▶ **Exercise brief**:
Give the lines below again exactly, starting with the line that holds "context = document.querySelector('canvas').getContext('2d');" and going on through the line that holds "M279,695L304,720L312,712L343,744L318,769L262,712Z".

▶ **Entries shown**:
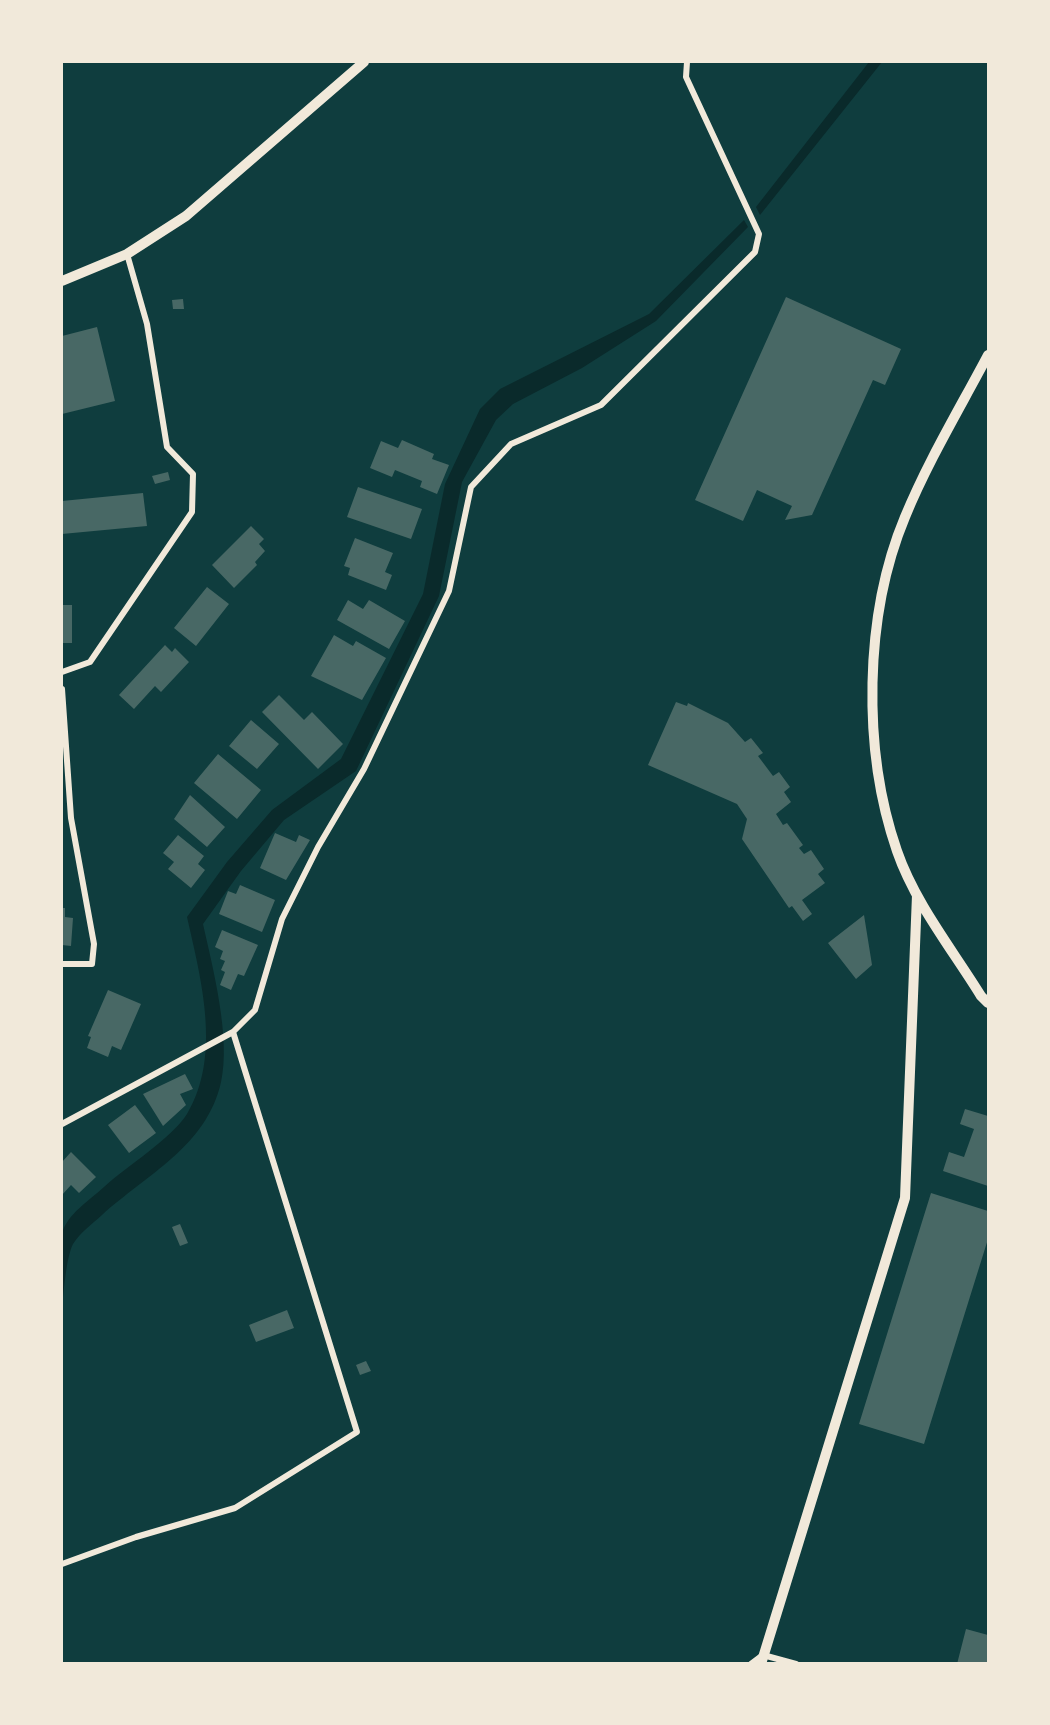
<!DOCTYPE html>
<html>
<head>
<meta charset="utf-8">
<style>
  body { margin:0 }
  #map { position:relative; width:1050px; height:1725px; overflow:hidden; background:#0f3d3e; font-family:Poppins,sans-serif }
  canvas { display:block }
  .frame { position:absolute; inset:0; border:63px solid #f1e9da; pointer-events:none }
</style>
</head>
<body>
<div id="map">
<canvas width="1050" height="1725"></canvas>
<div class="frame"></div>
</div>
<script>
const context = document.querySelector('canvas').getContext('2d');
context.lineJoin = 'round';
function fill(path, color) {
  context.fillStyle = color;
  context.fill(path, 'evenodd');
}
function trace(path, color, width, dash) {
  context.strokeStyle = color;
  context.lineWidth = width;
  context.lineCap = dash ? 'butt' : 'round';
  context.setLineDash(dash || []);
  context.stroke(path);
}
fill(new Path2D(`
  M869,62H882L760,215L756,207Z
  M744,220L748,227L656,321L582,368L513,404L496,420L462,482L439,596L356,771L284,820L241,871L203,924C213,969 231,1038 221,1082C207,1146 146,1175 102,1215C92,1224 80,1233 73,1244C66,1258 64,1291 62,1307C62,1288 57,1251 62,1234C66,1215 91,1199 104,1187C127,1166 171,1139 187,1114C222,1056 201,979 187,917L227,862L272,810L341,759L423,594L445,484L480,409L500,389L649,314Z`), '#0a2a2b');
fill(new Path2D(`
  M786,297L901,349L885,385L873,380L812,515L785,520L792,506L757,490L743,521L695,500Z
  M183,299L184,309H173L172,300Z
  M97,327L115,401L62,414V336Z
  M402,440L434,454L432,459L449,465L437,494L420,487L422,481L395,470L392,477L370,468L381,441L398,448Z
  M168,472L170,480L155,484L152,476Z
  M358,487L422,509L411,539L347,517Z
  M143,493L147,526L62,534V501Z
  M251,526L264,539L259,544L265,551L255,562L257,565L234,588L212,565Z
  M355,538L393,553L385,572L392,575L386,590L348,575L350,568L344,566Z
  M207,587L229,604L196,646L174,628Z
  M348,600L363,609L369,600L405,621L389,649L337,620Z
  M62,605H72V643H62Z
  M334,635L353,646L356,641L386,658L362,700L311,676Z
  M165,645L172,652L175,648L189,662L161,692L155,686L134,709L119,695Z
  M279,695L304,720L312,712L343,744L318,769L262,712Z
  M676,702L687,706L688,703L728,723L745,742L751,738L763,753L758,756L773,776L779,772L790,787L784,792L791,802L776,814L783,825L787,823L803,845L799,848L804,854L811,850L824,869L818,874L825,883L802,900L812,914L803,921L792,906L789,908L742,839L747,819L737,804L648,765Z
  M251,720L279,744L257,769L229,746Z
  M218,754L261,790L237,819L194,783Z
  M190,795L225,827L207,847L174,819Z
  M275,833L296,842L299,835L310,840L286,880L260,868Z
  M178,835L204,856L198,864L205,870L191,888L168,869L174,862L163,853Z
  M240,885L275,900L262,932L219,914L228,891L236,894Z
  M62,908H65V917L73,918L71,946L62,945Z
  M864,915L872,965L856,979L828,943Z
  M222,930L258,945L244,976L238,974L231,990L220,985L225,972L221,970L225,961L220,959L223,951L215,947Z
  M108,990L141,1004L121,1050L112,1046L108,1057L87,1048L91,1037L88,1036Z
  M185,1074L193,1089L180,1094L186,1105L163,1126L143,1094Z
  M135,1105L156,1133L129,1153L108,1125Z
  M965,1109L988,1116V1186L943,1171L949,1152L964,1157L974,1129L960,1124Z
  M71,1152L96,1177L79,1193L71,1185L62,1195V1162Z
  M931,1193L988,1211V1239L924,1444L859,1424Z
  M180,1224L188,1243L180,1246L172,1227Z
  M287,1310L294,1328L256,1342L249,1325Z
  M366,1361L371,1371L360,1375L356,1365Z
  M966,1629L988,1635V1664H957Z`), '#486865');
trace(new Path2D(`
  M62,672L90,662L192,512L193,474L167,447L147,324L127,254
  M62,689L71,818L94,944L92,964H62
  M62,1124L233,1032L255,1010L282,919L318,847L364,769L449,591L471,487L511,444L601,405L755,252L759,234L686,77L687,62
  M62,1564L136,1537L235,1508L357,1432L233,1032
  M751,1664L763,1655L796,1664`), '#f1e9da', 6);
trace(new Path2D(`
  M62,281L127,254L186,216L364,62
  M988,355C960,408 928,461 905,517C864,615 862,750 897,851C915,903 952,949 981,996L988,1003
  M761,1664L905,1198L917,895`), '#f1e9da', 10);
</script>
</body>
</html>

▶ **Result for this task**:
const context = document.querySelector('canvas').getContext('2d');
context.lineJoin = 'round';
function fill(path, color) {
  context.fillStyle = color;
  context.fill(path, 'evenodd');
}
function trace(path, color, width, dash) {
  context.strokeStyle = color;
  context.lineWidth = width;
  context.lineCap = dash ? 'butt' : 'round';
  context.setLineDash(dash || []);
  context.stroke(path);
}
fill(new Path2D(`
  M869,62H882L760,215L756,207Z
  M744,220L748,227L656,321L582,368L513,404L496,420L462,482L439,596L356,771L284,820L241,871L203,924C213,969 231,1038 221,1082C207,1146 146,1175 102,1215C92,1224 80,1233 73,1244C66,1258 64,1291 62,1307C62,1288 57,1251 62,1234C66,1215 91,1199 104,1187C127,1166 171,1139 187,1114C222,1056 201,979 187,917L227,862L272,810L341,759L423,594L445,484L480,409L500,389L649,314Z`), '#0a2a2b');
fill(new Path2D(`
  M786,297L901,349L885,385L873,380L812,515L785,520L792,506L757,490L743,521L695,500Z
  M183,299L184,309H173L172,300Z
  M97,327L115,401L62,414V336Z
  M402,440L434,454L432,459L449,465L437,494L420,487L422,481L395,470L392,477L370,468L381,441L398,448Z
  M168,472L170,480L155,484L152,476Z
  M358,487L422,509L411,539L347,517Z
  M143,493L147,526L62,534V501Z
  M251,526L264,539L259,544L265,551L255,562L257,565L234,588L212,565Z
  M355,538L393,553L385,572L392,575L386,590L348,575L350,568L344,566Z
  M207,587L229,604L196,646L174,628Z
  M348,600L363,609L369,600L405,621L389,649L337,620Z
  M62,605H72V643H62Z
  M334,635L353,646L356,641L386,658L362,700L311,676Z
  M165,645L172,652L175,648L189,662L161,692L155,686L134,709L119,695Z
  M279,695L304,720L312,712L343,744L318,769L262,712Z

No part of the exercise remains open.